I'm giving a talk on LaTeX this Monday as part of our new grad student "boot camp" series. It's really more of an interactive presentation: I'll use writelatex (or sharelatex) to demo examples, give student simple assignments, and use real-time chat to see how things are going. It should be quite interesting.
Here's the talk announcement:
Did you know that every time you use $..$ to italicize text, or use \\ to force a newline, Leslie Lamport cries out in agony and Don Knuth starts another fascicle of Volume IV of TAoCP ?
Come and learn about how to use LaTeX, and use it well. Your collaborators will love you, your advisors will love me, and you'll realize that the most awfully written drivel looks awesome when typeset well.

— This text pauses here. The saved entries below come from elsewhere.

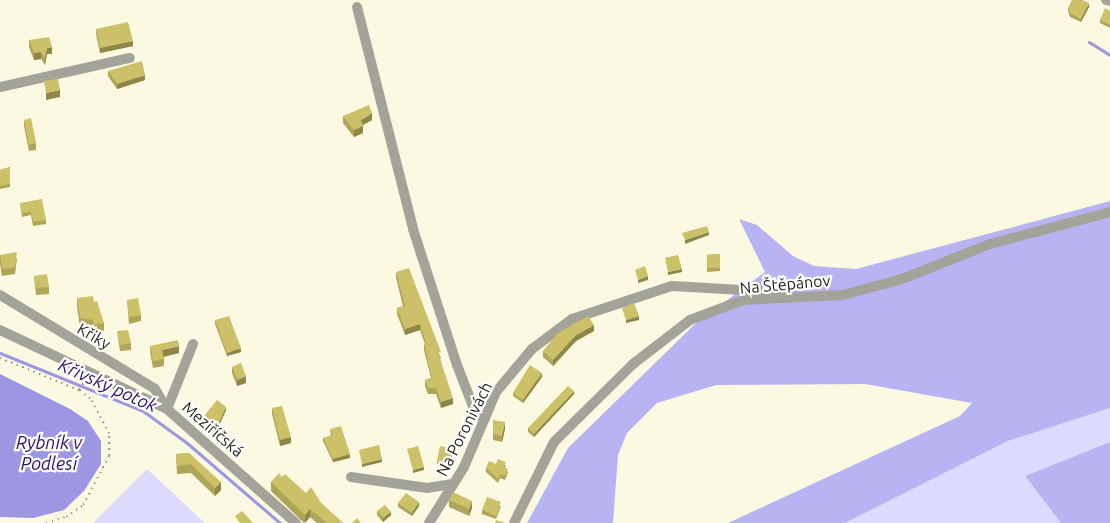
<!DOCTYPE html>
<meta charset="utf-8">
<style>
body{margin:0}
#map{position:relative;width:1110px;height:523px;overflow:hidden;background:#fbf9e2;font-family:Ubuntu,sans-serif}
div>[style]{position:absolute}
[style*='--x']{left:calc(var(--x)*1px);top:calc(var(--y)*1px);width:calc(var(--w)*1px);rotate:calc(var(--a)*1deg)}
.green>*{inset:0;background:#dcdbfd}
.forest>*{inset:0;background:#b8b4f4}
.water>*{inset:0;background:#9c96e3}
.stream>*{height:3px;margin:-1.5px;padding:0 1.5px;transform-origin:1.5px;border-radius:1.5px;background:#9c96e3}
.path>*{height:1.5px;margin-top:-0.75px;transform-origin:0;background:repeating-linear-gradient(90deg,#959383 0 1.5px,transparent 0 6px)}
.minor>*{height:10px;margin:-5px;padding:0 5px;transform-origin:5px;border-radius:5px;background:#a4a399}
.wall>*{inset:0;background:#afa559}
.shaded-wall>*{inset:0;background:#8f8649}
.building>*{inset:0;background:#ccc068}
span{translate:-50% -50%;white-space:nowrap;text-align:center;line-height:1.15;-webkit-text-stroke:4.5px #fff;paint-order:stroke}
.street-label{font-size:16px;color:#201f17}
.water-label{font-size:18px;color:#2b106a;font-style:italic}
</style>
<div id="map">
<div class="green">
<i style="clip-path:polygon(1110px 408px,1110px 442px,1025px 476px,1061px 523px,845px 523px,1008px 441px)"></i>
<i style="clip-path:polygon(147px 469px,205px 523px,93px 523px)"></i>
</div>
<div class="forest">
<i style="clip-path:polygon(1110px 201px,1110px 408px,1008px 441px,845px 523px,728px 523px,960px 416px,972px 403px,865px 384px,716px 385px,657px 403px,627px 433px,618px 455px,613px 523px,527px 523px,568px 448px,695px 324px,765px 272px,739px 219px,757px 225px,793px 256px,814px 266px,856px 269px)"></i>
<i style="clip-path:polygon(1110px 442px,1110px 523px,1061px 523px,1025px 476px)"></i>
</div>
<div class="water">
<i style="clip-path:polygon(0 374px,70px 409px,88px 421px,101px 441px,101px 464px,84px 491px,64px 510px,33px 518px,0 517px)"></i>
</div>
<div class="stream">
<i style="--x:1089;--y:42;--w:25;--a:32"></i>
<i style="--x:0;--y:353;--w:154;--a:22.1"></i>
<i style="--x:143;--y:411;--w:54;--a:36"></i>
<i style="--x:187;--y:443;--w:123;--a:40.7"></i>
</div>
<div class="path">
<i style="--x:0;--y:358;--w:85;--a:22.1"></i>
<i style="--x:79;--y:390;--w:9;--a:-58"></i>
<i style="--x:46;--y:523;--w:21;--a:-17"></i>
<i style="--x:66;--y:517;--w:21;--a:-35"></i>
<i style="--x:83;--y:505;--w:55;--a:-62"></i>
<i style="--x:109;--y:456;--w:22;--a:-90"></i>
<i style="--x:109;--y:434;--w:40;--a:-118"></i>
<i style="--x:90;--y:399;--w:14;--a:-141"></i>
</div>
<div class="minor">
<i style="--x:1106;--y:0;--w:4;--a:14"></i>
<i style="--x:357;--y:7;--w:229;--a:75.8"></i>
<i style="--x:413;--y:229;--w:143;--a:72.1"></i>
<i style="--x:457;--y:365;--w:53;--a:68.8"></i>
<i style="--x:476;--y:414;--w:10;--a:29"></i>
<i style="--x:0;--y:87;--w:133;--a:-12.6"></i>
<i style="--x:0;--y:295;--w:181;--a:31.2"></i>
<i style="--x:155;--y:389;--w:22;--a:60"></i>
<i style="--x:0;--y:330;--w:185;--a:25.3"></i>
<i style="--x:167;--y:409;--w:172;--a:41.5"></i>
<i style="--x:167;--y:409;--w:70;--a:-68.2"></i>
<i style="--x:351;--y:477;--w:77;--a:8.2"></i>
<i style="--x:427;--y:488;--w:26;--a:-9"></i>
<i style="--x:429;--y:523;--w:66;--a:-58"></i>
<i style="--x:464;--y:467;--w:82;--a:-66.9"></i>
<i style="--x:496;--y:392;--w:56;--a:-50.1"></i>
<i style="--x:532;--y:349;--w:50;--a:-36.9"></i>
<i style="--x:572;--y:319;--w:105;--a:-18.3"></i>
<i style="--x:672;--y:286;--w:109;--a:3.2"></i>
<i style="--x:514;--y:523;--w:90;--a:-63.7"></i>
<i style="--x:554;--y:442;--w:111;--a:-44.6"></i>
<i style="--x:633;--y:364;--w:72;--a:-37.7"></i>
<i style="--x:690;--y:320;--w:57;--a:-20.7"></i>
<i style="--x:743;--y:300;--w:100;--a:-2.9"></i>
<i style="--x:843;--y:295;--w:61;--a:-15.2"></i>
<i style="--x:902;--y:279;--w:95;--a:-21.7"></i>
<i style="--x:990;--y:244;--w:124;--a:-14.9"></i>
</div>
<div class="wall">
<i style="clip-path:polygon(1089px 7px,1081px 22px,1070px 17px,1068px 11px,1068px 8px)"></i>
<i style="clip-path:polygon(1110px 11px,1110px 28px,1100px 23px,1100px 20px)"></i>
<i style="clip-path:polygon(96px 29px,133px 46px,100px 53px,96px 34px)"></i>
<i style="clip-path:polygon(29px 40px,52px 54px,47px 54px,45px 65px,41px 59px,34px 60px,29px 47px)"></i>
<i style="clip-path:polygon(108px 71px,145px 80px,117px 89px,108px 76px)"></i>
<i style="clip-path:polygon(343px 116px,372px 120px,363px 125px,363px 133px,354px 137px,343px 123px)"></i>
<i style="clip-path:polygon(24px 120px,36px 143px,36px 150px,29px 151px,24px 126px)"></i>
<i style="clip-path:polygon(10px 167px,10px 187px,0 189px,0 170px)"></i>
<i style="clip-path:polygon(20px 203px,46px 220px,46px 224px,33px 226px,31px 215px,22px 217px)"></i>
<i style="clip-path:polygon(720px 254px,720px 271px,707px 272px,707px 255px)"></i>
<i style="clip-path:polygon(0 255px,17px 259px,15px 274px,2px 276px,0 264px)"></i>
<i style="clip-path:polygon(396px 272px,441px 358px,440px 359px,453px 404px,441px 408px,436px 394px,428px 394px,425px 386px,425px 380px,431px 378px,424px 350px,424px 344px,425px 344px,420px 330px,405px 335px,397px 314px,397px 308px,403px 306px,396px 278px)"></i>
<i style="clip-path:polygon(34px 276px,49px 287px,49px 294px,36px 295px)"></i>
<i style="clip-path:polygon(77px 298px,94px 302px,104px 323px,104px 332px,94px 334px,93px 328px,80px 327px,77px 307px)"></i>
<i style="clip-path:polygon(127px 300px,141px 315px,141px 321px,129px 324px)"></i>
<i style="clip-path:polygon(215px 320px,241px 352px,227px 356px,215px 324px)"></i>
<i style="clip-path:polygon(117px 331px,131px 343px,131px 350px,120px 351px)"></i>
<i style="clip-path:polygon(594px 331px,576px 341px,553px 366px,543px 357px,543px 351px)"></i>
<i style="clip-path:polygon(150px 346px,179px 353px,164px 357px,164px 366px,153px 368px,150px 352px)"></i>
<i style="clip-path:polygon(232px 367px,246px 383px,237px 386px,232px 373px)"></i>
<i style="clip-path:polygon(542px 377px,523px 403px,513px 396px,513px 393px)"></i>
<i style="clip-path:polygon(574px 394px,534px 437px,528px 432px,528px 428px)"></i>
<i style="clip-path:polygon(272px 408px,291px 443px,280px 446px,272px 414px)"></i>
<i style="clip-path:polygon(226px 410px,216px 432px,204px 420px,204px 416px)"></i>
<i style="clip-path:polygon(493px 420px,505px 429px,502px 442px,493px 440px)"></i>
<i style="clip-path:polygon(330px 429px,350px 458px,333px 462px,323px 441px,323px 438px,331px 436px)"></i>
<i style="clip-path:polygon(189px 453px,221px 490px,215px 496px,191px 473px,177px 474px,176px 454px)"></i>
<i style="clip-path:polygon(453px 453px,449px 468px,437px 465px,437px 461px)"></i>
<i style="clip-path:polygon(496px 464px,506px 465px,505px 467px,508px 472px,505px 480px,500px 478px,498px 483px,486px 472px,486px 468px)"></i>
<i style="clip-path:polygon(282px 477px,322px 504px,343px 523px,317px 523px,310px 517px,304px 523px,271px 491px,271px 482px)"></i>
<i style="clip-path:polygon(449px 500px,472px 508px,469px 516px,449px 507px)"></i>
<i style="clip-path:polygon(398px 503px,419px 506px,412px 516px,398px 507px)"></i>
<i style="clip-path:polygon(501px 506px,496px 519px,482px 514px,482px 510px)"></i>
<i style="clip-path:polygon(377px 511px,391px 515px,383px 522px,377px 515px)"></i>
</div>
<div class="shaded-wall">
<i style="clip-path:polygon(1089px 3px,1089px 7px,1081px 22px,1081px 19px)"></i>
<i style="clip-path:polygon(133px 41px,133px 46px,100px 53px,100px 48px)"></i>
<i style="clip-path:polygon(52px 47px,52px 54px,47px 54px,45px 65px,45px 58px,47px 48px)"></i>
<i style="clip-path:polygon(41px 52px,41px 59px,34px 60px,34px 53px)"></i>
<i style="clip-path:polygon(145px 75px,145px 80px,117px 89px,117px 84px)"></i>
<i style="clip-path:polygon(60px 90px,60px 97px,46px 100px,46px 93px)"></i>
<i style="clip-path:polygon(372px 113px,372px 120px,361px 126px,361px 120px)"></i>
<i style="clip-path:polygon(363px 126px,363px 133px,354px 137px,354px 130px)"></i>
<i style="clip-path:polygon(709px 232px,709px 235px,685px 244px,685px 240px)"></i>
<i style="clip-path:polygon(682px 269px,682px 272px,668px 275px,668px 272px)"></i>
<i style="clip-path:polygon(648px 276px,648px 280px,638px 283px,638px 280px)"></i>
<i style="clip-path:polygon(639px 316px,639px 320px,626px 323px,626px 320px)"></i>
<i style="clip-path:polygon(420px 324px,420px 330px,405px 335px,405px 329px)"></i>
<i style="clip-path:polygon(594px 325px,594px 331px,576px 341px,553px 366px,553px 360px,576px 335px)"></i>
<i style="clip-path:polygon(179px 346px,179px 353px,162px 357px,162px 350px)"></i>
<i style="clip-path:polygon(241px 348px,241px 352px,227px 356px,227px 353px)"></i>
<i style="clip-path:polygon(542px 373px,542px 377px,523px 403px,523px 400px)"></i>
<i style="clip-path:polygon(246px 376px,246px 383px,237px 386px,237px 380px)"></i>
<i style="clip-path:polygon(574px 391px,574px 394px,534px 437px,534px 434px)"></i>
<i style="clip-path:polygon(453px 398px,453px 404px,441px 408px,441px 402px)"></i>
<i style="clip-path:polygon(226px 407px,226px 410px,216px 432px,216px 429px)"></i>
<i style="clip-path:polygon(505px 422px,505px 429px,502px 442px,502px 436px)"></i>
<i style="clip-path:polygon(291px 437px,291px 443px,280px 446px,280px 440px)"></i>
<i style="clip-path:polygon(350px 454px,350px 458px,333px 462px,333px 459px)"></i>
<i style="clip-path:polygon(382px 459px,382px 462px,362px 467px,362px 464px)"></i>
<i style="clip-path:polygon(424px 467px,424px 470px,413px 473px,413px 470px)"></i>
<i style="clip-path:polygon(221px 482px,221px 490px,215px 496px,215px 488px)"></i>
<i style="clip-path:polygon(472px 501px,472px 508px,469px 516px,469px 509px)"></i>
<i style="clip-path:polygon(419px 502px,419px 506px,412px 516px,412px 513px)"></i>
<i style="clip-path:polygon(310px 509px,310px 517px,305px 523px,305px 515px)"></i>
<i style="clip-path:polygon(391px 512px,391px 515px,383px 522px,383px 518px)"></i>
</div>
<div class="building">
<i style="clip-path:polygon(1072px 0,1082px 0,1089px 3px,1081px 19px,1070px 13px,1068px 8px)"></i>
<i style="clip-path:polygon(1105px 8px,1110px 11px,1110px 25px,1100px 20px)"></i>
<i style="clip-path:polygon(128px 22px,133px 41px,100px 48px,96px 29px)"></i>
<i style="clip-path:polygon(49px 37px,52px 47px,47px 48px,45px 58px,41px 52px,34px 53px,29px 40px)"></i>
<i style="clip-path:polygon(142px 61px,145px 75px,117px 84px,108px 71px)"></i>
<i style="clip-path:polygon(58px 79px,60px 90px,46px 93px,44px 81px)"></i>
<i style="clip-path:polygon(369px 105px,372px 113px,361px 120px,363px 126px,354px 130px,343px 116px)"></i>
<i style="clip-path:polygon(31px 118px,36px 143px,29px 145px,24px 120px)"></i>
<i style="clip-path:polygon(10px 167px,10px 184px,0 186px,0 170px)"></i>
<i style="clip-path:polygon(42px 199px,46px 220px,33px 222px,31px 212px,22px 213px,20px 203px)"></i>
<i style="clip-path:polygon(707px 226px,709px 232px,685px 240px,682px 233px)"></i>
<i style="clip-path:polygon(17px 252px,15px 267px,2px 269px,0 255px)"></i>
<i style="clip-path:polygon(720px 254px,720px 268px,707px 268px,707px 255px)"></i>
<i style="clip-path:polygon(678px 255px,682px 269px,668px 272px,665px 258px)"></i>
<i style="clip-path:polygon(645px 266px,648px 276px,638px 280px,635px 270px)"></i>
<i style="clip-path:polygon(409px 268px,441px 352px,438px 353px,453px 398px,441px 402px,436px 388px,428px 388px,425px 380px,432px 378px,424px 344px,426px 343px,420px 324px,405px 329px,397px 308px,405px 306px,396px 272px)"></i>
<i style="clip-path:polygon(47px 274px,49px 287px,36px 288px,34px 276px)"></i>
<i style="clip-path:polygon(93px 296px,94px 302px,97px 301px,104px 323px,94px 325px,93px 320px,80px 318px,77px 298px)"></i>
<i style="clip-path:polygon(138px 298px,141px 315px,129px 317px,127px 300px)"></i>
<i style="clip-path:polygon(634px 303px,639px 316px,626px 320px,622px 308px)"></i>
<i style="clip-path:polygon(229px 316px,241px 348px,227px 353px,215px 320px)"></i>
<i style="clip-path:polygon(588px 316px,594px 325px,576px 335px,553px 360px,543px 351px,558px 333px)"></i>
<i style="clip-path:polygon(128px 330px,131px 343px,120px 345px,117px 331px)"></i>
<i style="clip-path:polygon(178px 340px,179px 346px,162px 350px,164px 359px,153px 361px,150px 346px)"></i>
<i style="clip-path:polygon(241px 363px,246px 376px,237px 380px,232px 367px)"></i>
<i style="clip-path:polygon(530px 365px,542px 373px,523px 400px,513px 393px)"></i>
<i style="clip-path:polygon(568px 386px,574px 391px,534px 434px,528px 428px)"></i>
<i style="clip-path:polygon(217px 400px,226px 407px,216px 429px,204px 416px)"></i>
<i style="clip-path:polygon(282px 406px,291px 437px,280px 440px,272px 408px)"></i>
<i style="clip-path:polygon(493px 420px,505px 422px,502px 436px,493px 434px)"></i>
<i style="clip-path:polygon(341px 426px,350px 454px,333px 459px,323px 438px,332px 435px,330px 429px)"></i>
<i style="clip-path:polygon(379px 445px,382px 459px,362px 464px,359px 450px)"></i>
<i style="clip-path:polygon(418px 446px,424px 467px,413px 470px,407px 449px)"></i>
<i style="clip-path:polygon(440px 446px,453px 449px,449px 465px,437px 461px)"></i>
<i style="clip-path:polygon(189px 453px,221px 482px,215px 488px,191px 464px,177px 466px,176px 454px)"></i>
<i style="clip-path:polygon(498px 459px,506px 462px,503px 467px,508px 469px,505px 476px,500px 474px,498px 479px,486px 468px,489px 461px,496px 464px)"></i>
<i style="clip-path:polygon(279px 473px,282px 477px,285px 474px,306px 493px,311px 487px,322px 504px,343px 523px,327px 523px,310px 509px,305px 515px,271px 482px)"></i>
<i style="clip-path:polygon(453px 492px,472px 501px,469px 509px,449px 500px)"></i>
<i style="clip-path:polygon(406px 493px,419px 502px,412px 513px,398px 503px)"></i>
<i style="clip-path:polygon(487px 497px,501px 502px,496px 516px,482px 510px)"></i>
<i style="clip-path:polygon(385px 505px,391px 512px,383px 518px,377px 511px)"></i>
<i style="clip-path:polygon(242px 511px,253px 523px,240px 523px,235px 516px)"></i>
<i style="clip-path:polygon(357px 518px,361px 523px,352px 523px)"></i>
<i style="clip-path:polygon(496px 520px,505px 523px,495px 523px)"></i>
</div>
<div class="street-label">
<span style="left:785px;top:284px;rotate:-5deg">Na Štěpánov</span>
<span style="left:94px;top:336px;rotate:30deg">Křiky</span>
<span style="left:213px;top:429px;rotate:41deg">Meziříčská</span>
<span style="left:464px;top:429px;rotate:-63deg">Na Poronivách</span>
</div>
<div class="water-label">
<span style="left:108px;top:385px;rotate:24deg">Křivský potok</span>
<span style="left:49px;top:453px">Rybník v<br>Podlesí</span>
</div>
</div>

This will be interactive!! I'll be using a shared space for editing and viewing latex documents, and there will be class activities, so please do bring your laptops/tablets/other editing device so you can follow along and participate.
For this talk I solicited comments from colleagues as to what they'd like their students to learn. Probably the most useful comment I got was from +Robert Ricci and +Eric Eide: to whit,
LaTeX is code.
This might seem obvious, but once you internalize it, all kinds of other things become very natural. For example
- You should really use some kind of IDE to write and build your documents
- Version control is your friend
- *sections should be separate files.
- Text should be readable.
- Use macros where convenient
- Don't reinvent: use the many many built-in packages at ctan.org
- Use tex.stackexchange.com to learn how to hack whatever you need in LaTeX.
A corollary: to see a theoretician editing LaTeX close to a STOC/FOCS/SODA deadline is to realize that theory folk are AWESOME programmers.